Tr (DNA: RG59, NL); undated; in TJ’s hand, with his notation at head of text subsuming all three documents: “Translation of papers communicated to Th: Jefferson by Mr. Genet July 2. 1793”; written on recto of a sheet containing No. II on verso. PrC (DLC: TJ Papers, 90: 15441); with penciled notes by TJ (see notes below); part related to Montmorin overwritten in a later hand. Dft (DLC: Genet Papers); in French; in Genet’s hand. Tr (DLC: William Short Papers); in French. Tr (CtY); in French; endorsed by Thomas Pinckney. PrC (DLC: TJ Papers, 90:15483–4). Tr (Lb in DNA: RG 59, DCI); in French. Tr (Lb in same, SDC); in English. Tr (DNA: RG 46, Senate Records, 3d Cong., 1st sess.); in English; lacks one paragraph (see note 1 below). Enclosed in TJ to William Carmichael and William Short, 12 July 1793, TJ to Genet, 23 July 1793, and TJ to Thomas Pinckney, 11 Sep. 1793.

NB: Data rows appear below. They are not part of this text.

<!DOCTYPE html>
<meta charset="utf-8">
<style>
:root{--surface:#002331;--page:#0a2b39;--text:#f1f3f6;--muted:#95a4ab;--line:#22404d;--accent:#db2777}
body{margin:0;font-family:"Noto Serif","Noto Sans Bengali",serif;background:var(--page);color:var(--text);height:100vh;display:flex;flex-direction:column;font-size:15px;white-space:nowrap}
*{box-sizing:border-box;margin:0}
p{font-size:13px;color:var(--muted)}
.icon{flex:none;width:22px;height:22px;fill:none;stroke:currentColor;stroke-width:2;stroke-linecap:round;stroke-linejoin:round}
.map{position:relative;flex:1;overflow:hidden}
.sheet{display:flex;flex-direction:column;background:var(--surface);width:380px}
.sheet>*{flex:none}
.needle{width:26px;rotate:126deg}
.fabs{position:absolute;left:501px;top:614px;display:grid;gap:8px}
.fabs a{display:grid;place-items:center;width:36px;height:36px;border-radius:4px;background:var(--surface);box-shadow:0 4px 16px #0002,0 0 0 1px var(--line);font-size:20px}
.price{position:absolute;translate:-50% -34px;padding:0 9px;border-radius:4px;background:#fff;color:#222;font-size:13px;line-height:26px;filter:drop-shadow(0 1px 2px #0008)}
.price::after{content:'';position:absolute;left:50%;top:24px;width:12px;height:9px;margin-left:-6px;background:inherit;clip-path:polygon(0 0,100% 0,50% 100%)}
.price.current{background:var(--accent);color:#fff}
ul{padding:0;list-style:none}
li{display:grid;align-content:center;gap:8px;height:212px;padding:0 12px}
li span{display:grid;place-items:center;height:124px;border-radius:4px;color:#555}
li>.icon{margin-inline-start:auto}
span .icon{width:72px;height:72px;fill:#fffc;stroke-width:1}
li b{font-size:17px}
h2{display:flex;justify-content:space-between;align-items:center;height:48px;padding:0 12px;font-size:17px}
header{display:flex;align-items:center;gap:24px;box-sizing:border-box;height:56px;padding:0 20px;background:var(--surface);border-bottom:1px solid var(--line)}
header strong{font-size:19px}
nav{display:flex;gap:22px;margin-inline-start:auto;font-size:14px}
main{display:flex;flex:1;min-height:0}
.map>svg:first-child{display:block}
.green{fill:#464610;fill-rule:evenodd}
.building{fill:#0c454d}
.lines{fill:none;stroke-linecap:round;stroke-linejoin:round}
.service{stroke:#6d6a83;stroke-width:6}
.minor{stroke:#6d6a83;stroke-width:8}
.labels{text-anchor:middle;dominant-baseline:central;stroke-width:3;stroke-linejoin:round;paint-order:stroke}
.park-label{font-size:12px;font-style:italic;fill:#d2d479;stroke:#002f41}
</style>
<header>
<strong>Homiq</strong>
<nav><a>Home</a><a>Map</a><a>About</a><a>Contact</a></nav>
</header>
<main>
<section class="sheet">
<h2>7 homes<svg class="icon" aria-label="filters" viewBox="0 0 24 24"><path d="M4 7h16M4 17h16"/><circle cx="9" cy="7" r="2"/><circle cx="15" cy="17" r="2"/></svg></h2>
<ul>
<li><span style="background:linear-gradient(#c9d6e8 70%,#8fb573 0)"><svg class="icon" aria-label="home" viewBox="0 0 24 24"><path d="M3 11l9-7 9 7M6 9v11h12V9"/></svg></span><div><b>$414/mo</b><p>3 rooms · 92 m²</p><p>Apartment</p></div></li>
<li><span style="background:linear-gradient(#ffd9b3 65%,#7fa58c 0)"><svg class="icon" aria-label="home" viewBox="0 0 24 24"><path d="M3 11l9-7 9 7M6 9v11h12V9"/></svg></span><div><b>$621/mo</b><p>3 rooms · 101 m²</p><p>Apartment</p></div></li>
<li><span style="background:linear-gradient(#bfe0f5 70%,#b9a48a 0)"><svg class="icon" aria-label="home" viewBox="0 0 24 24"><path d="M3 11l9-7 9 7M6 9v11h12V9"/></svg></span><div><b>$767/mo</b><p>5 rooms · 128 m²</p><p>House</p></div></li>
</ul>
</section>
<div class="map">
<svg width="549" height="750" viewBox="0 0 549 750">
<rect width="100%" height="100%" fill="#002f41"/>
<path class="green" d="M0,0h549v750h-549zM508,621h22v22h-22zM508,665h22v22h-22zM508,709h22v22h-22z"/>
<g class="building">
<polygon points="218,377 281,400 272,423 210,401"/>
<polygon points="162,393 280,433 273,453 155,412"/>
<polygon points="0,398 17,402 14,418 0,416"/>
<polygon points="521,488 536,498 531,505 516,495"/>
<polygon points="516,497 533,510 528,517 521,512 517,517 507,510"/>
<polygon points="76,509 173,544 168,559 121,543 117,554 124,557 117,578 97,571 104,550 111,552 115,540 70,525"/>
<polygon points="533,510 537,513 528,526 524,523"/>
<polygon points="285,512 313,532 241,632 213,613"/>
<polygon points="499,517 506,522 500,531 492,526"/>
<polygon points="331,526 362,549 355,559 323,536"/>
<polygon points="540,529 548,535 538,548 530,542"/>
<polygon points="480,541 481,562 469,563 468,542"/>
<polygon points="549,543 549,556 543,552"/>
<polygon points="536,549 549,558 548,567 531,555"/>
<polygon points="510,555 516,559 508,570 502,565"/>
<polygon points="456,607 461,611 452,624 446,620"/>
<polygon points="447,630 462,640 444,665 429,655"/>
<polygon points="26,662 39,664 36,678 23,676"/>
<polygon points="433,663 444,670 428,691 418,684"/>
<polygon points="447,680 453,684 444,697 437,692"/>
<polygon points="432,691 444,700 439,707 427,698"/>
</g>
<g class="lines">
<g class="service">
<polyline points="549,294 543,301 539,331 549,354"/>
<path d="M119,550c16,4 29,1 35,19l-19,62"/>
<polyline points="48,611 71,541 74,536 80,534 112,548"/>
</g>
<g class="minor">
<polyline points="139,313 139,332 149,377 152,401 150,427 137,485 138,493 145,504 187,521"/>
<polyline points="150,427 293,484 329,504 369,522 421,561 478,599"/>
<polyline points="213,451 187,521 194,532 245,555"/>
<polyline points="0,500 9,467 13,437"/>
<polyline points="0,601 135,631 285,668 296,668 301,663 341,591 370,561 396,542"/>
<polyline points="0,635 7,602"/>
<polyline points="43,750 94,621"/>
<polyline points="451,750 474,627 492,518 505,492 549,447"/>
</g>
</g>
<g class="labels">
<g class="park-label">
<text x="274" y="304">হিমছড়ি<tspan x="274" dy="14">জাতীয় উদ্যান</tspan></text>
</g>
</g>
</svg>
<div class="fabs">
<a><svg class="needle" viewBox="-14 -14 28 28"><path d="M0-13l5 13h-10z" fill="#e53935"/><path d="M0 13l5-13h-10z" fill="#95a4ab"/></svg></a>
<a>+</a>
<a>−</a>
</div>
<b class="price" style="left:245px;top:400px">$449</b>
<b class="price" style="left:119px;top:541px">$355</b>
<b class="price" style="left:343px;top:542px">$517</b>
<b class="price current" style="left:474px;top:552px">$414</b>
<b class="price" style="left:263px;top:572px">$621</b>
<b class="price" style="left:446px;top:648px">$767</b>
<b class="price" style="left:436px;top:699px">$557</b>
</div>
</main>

In order to demonstrate that the French Republic was a more suitable ally for the United States than the recently overthrown Bourbon monarchy, the Provisional Executive Council provided Genet with extracts from various diplomatic documents purporting to show that the government of Louis XVI had consistently acted contrary to vital American interests (Turner, CFM, 202–3). Genet made some of these extracts available to TJ on 2 July 1793, evidently to further his efforts to obtain American acquiescence in French plans to liberate Canada and Louisiana (Notes of a Cabinet Meeting and on Conversations with Edmond Charles Genet, 5 July 1793). The Letter from Vergennes and the Memoir by him, which were designed to secure for Spain complete control of the Mississippi south of the Ohio and thus to deny the American claim to a right to navigate that vital waterway, were actually written by Joseph Matthias Gérard de Rayneval, undersecretary to the Comte de Vergennes, then French minister of foreign affairs (Richard B. Morris and Ene Sirvet, eds., John Jay, The Winning of the Peace: Unpublished Papers, 1780–1784 [New York, 1980], 329–33).

1In the PrC TJ later penciled lengthwise in the margin next to this paragraph “this part not to be copd.,” so as to ensure its omission in the Tr submitted to the Senate.

2In the PrC TJ later interlined in pencil above the first two lines of this paragraph “Extract of lre from M. de Montmorin Ambassador of France at Madrid to M. de Vergennes Minister of Foreign affairs,” which served almost verbatim as the heading for the Tr submitted to the Senate.